Spend 10 minutes watching Priya Parker discuss The Art of Gathering (trust me).
Imagine a gathering where:
- You can’t mention your work.
- You can’t talk about your kids.
- Whoever checks their phone first pays the bill.
The lesson is remarkable (neigh, ridiculous) rules create remarkable communities.
StackOverflow proved this years ago. When other communities were trying to collect as many responses to a question as possible, they wanted just one…the best one. They removed off-topic chatter, bonding discussions, and anything which don’t facilitate a person with a question getting the best answer possible.
In return, they created what I believe to be the best online communities on the planet.
Remarkable rules – rules that seem crazy, contrary to what people want, and against the status quo – can create remarkable communities that stand out among the crowd.
Creating remarkable rules is one of the easiest and most powerful ways to stand out among the crowd. If members engage in your community as they would anywhere else, what’s the point? What unique value does your community add to the world?
My favourite example is ChangeAView (formerly ChangeMyView on Reddit). The concept is entirely unique, it runs against what most members want/do, yet has proved fantastically popular. Skim the rules too.
And the most remarkable rules are those which sound ridiculous, are hard to enforce, and those which (at first) few members want to abide by.
Communities innovate not just by testing the limits of technology, but by testing the limits of human behavior too. There are so many innovations here. For example:
What if you banned opinions?
…and every assertion has to be supported by verifiable facts? What if members had to add examples or experiences to discussions? What if debates were ended by a vote between several options on the best way forward?
What if you banned solutions?
…and members could only reply to problems with further questions until the original poster had solved the problem for herself?
What if every member got a personal feedback scorecard?
…and they could see the anonymous comments of what others thought of them and their behavior in the community? They could see if they were trusted, respected, and seen as friendly and helpful? What if the undeniable truth was staring right at them?
What if you banned questions?
…and members could only share experiences and new information they thought others would find useful?
What if every member had to mentor at least one other member?
…and helping newcomers get up to speed quickly was the most prestigious role in the community any member could have?

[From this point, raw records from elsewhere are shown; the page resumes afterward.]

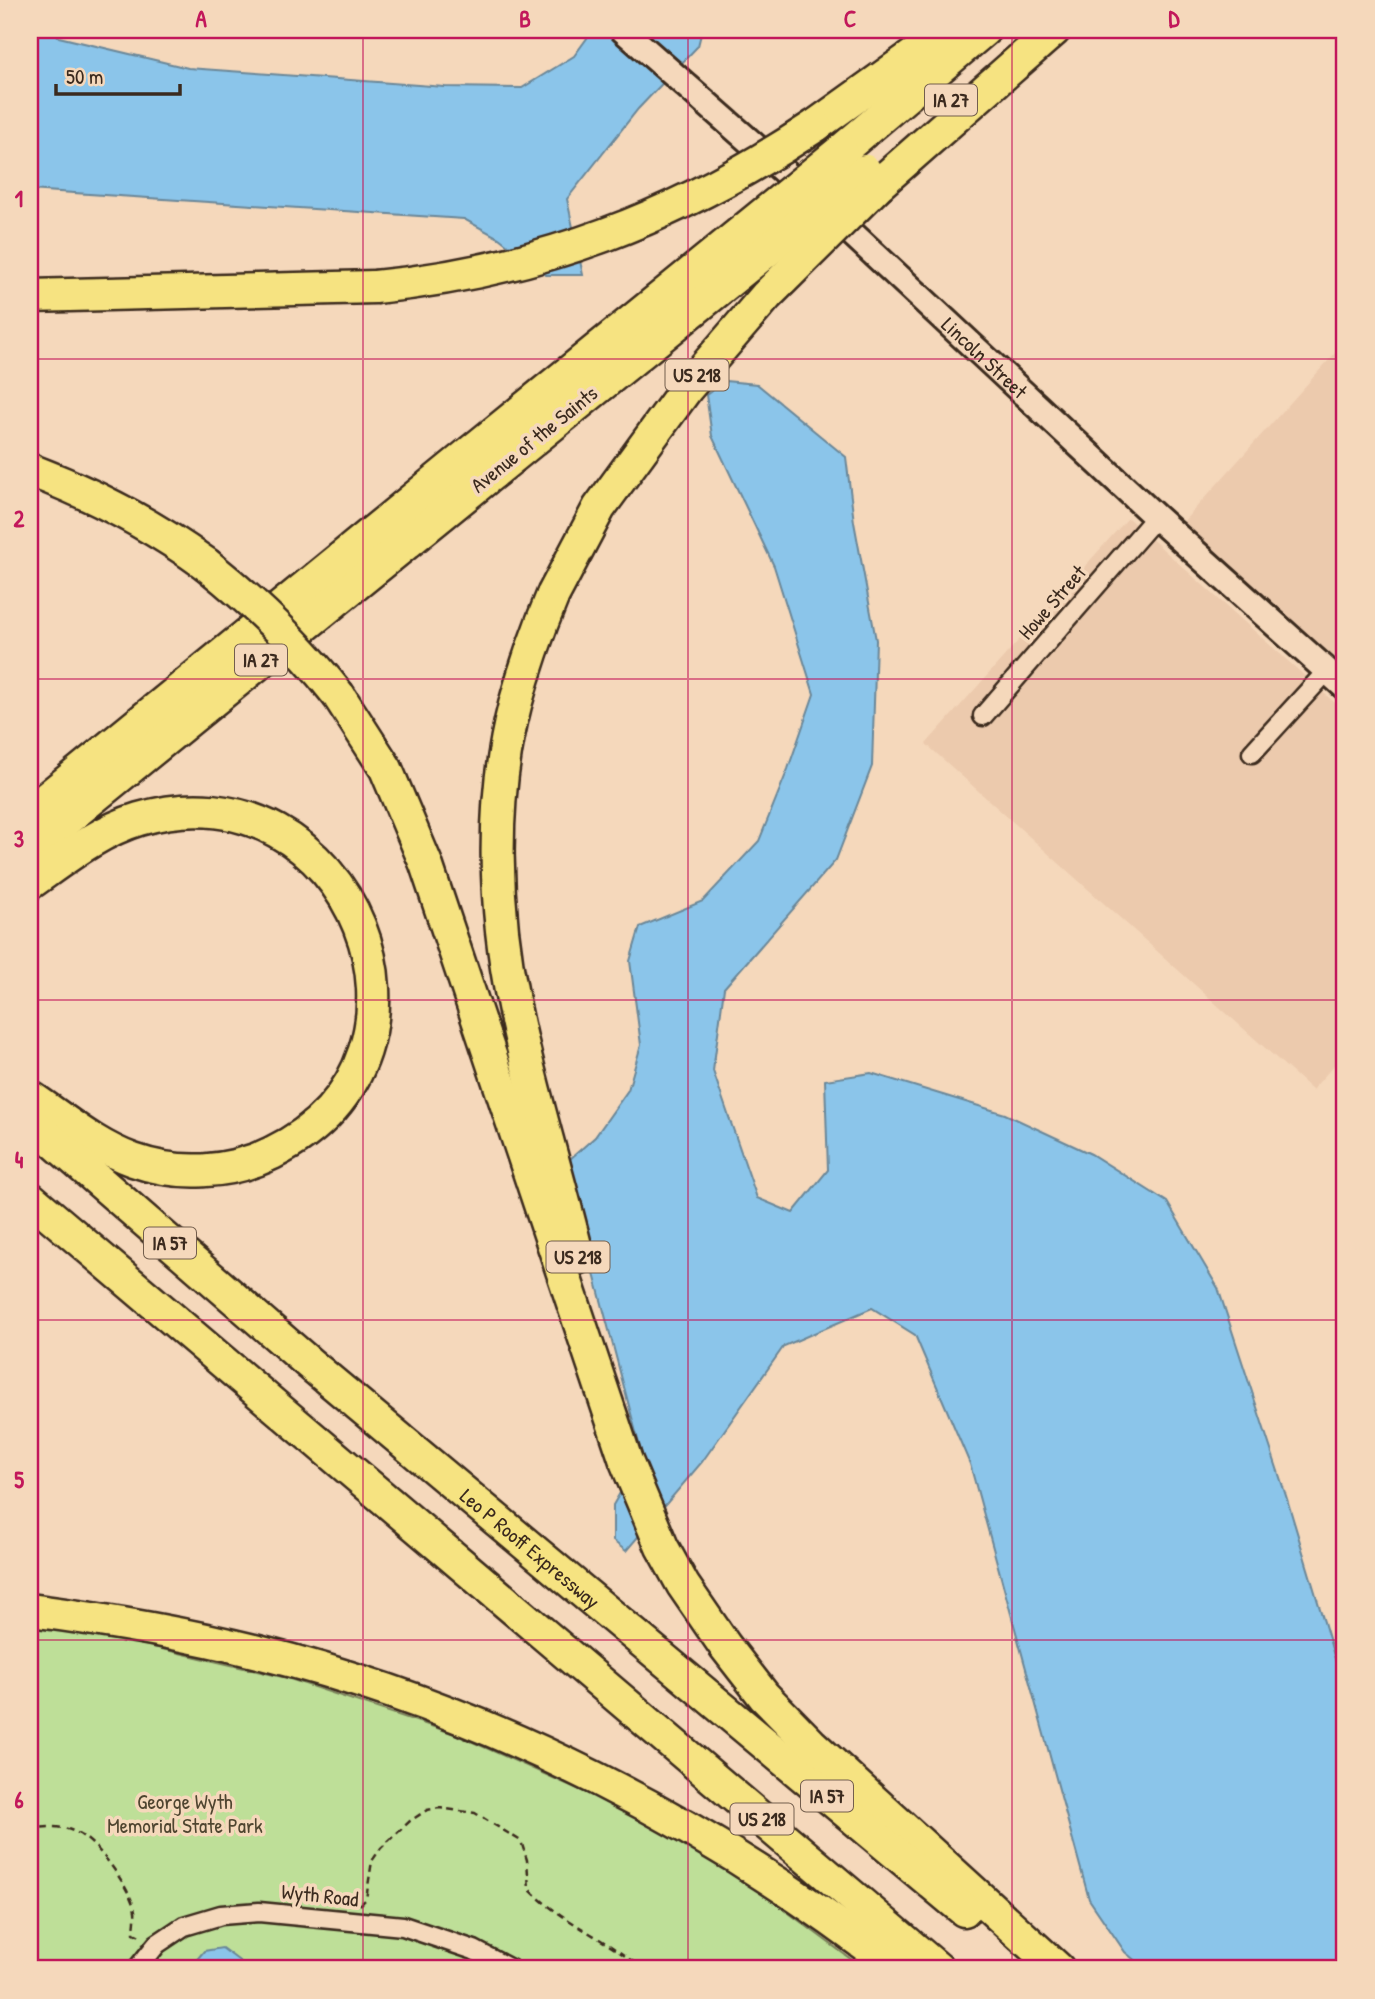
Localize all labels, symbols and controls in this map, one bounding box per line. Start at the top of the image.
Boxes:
text: A [195,3,207,34]
text: B [519,3,531,34]
text: C [844,3,856,34]
text: D [1169,3,1181,34]
scale bar [56,52,180,96]
text: 50 m [66,62,103,91]
road number: IA 27 [925,85,977,116]
text: 1 [15,183,23,214]
street label: Lincoln Street [936,310,1035,405]
road number: US 218 [666,360,728,390]
street label: Avenue of the Saints [464,379,604,499]
text: 2 [14,503,25,534]
street label: Howe Street [1012,558,1093,646]
road number: IA 27 [235,645,287,676]
text: 3 [14,823,24,854]
text: 4 [15,1144,24,1175]
road number: IA 57 [144,1228,196,1259]
road number: US 218 [546,1242,610,1273]
text: 5 [14,1464,24,1495]
street label: Leo P Rooff Expressway [454,1481,607,1615]
road number: IA 57 [801,1780,853,1812]
text: 6 [14,1784,24,1815]
park label: George Wyth Memorial State Park [107,1787,263,1840]
road number: US 218 [730,1803,794,1834]
street label: Wyth Road [280,1877,360,1913]

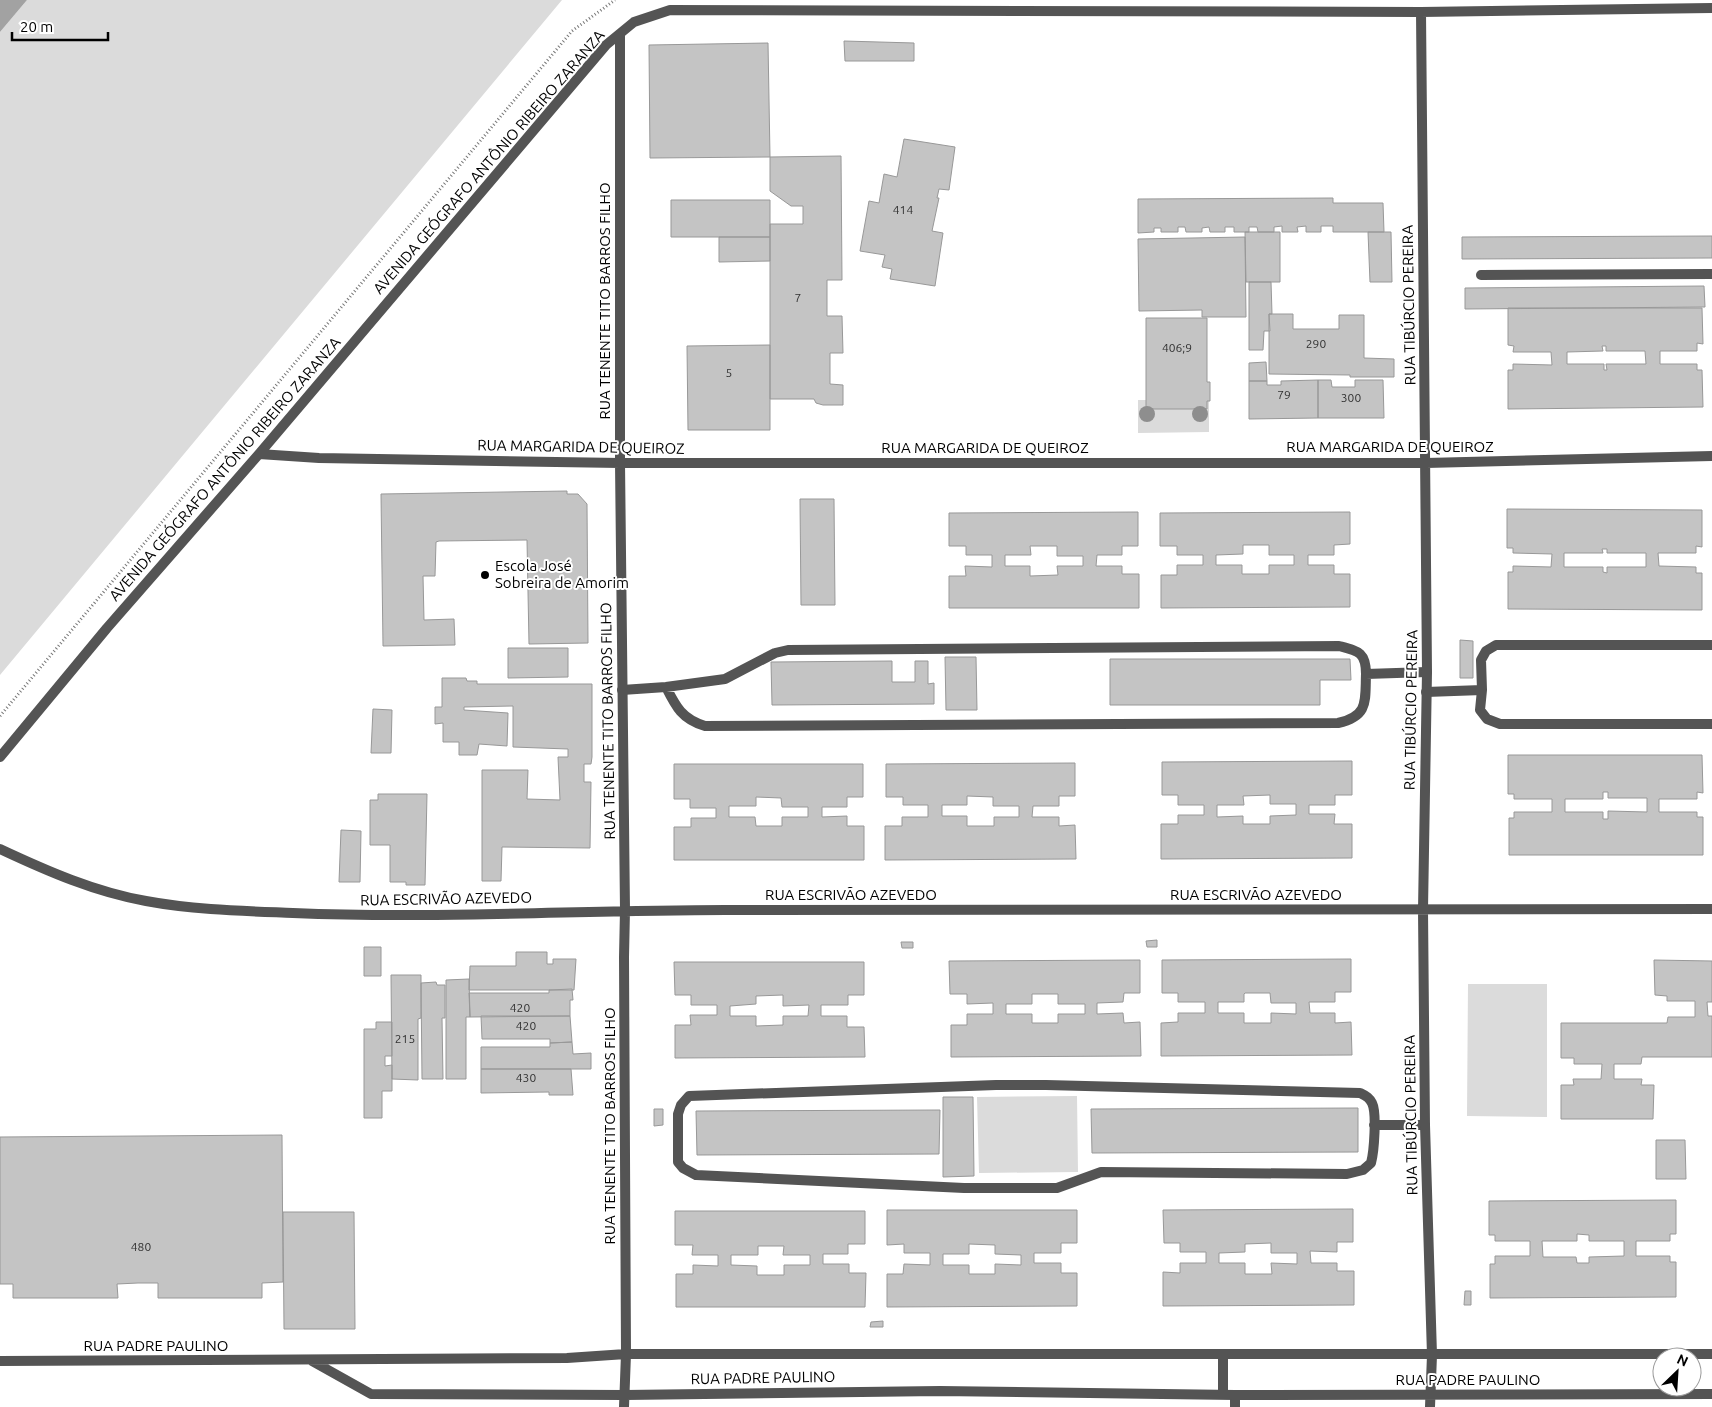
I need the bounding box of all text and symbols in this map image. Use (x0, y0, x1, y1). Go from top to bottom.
scale bar (12, 10, 109, 42)
text: 20 m (20, 18, 53, 35)
street label: AVENIDA GEÓGRAFO ANTÔNIO RIBEIRO ZARANZA (369, 26, 608, 297)
street label: RUA TENENTE TITO BARROS FILHO (596, 182, 613, 420)
house number: 414 (893, 203, 913, 216)
street label: RUA TIBÚRCIO PEREIRA (1399, 224, 1418, 385)
house number: 7 (795, 291, 801, 304)
street label: AVENIDA GEÓGRAFO ANTÔNIO RIBEIRO ZARANZA (105, 333, 344, 604)
house number: 290 (1306, 337, 1326, 350)
house number: 406;9 (1162, 341, 1192, 354)
house number: 5 (726, 366, 732, 379)
house number: 79 (1277, 388, 1291, 401)
house number: 300 (1341, 391, 1361, 404)
street label: RUA MARGARIDA DE QUEIROZ (477, 436, 685, 457)
street label: RUA MARGARIDA DE QUEIROZ (1286, 438, 1494, 455)
street label: RUA MARGARIDA DE QUEIROZ (881, 439, 1089, 456)
place label: Escola José Sobreira de Amorim (495, 557, 629, 591)
marker: Escola José Sobreira de Amorim (479, 569, 491, 581)
street label: RUA TENENTE TITO BARROS FILHO (597, 602, 618, 840)
street label: RUA TIBÚRCIO PEREIRA (1401, 629, 1420, 790)
street label: RUA ESCRIVÃO AZEVEDO (765, 886, 937, 903)
street label: RUA ESCRIVÃO AZEVEDO (1170, 886, 1342, 903)
street label: RUA ESCRIVÃO AZEVEDO (360, 889, 532, 908)
house number: 420 (510, 1001, 530, 1014)
street label: RUA TENENTE TITO BARROS FILHO (601, 1007, 618, 1245)
house number: 420 (516, 1019, 536, 1032)
house number: 215 (395, 1032, 415, 1045)
street label: RUA TIBÚRCIO PEREIRA (1401, 1034, 1420, 1195)
house number: 430 (516, 1071, 536, 1084)
house number: 480 (131, 1240, 151, 1253)
street label: RUA PADRE PAULINO (84, 1337, 228, 1354)
north arrow (1652, 1347, 1702, 1397)
text: N (1674, 1351, 1691, 1370)
street label: RUA PADRE PAULINO (690, 1368, 836, 1387)
street label: RUA PADRE PAULINO (1396, 1371, 1540, 1388)

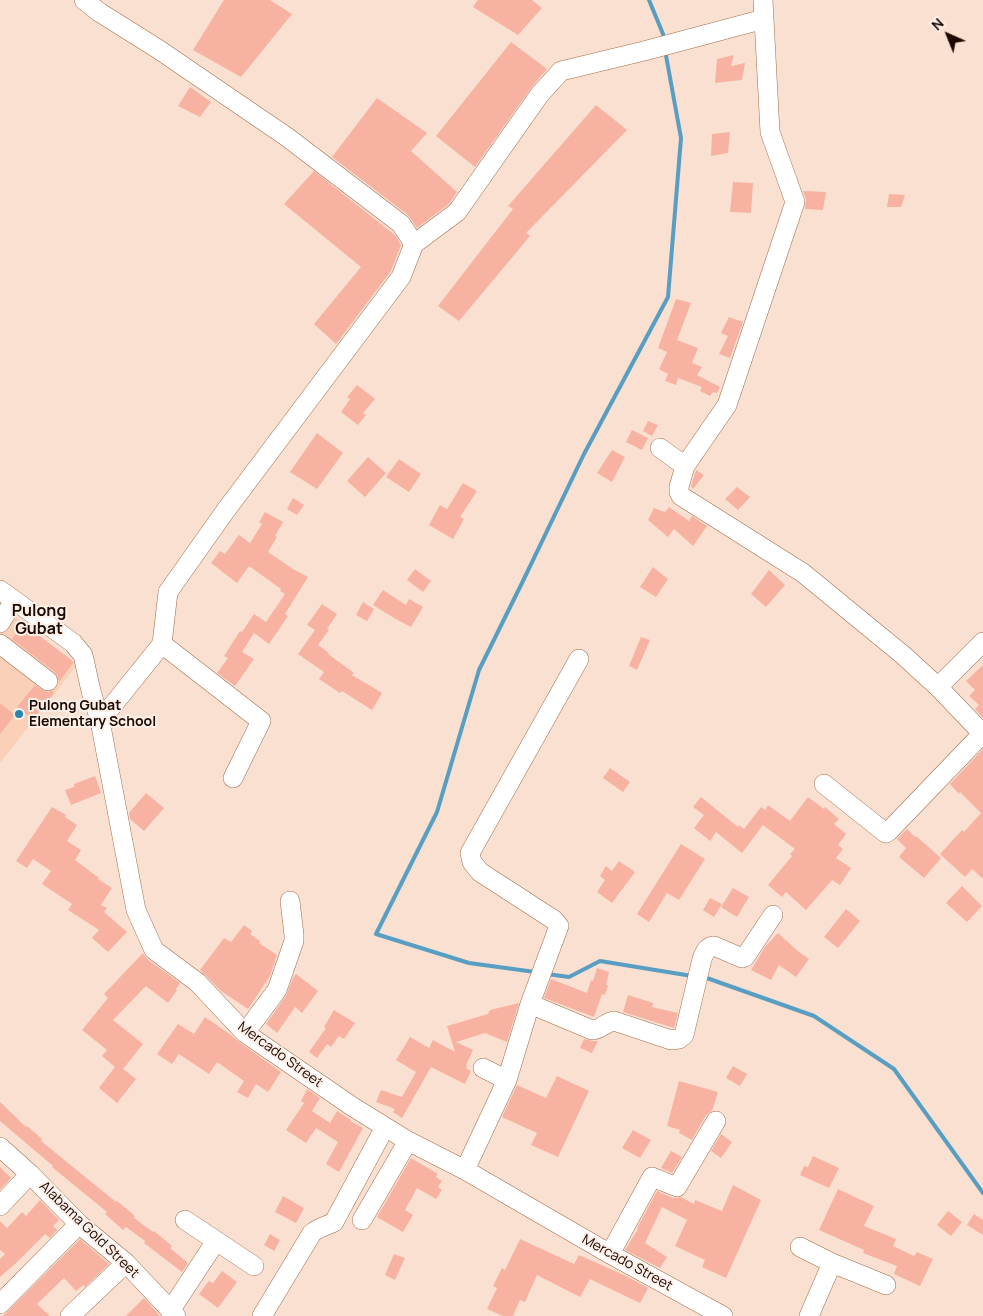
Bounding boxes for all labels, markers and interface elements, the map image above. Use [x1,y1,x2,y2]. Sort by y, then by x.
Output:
north arrow [923,10,973,60]
text: N [927,14,947,34]
district label: Pulong Gubat [12,602,66,640]
place label: Pulong Gubat Elementary School [29,698,156,730]
marker: Pulong Gubat Elementary School [13,708,25,720]
street label: Mercado Street [234,1019,326,1091]
street label: Alabama Gold Street [36,1178,142,1282]
street label: Mercado Street [579,1231,675,1295]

What if members applied to the community?
…and existing members went through the list and voted on who they were willing to accept. They could only accept ‘x’ number of members per month?
If you’re creating an online community today, the safe option is to create like those you see already. But it doesn’t make sense to create a community that’s similar to your competitors when they have a head start. Far better to create a remarkable community with remarkable rules.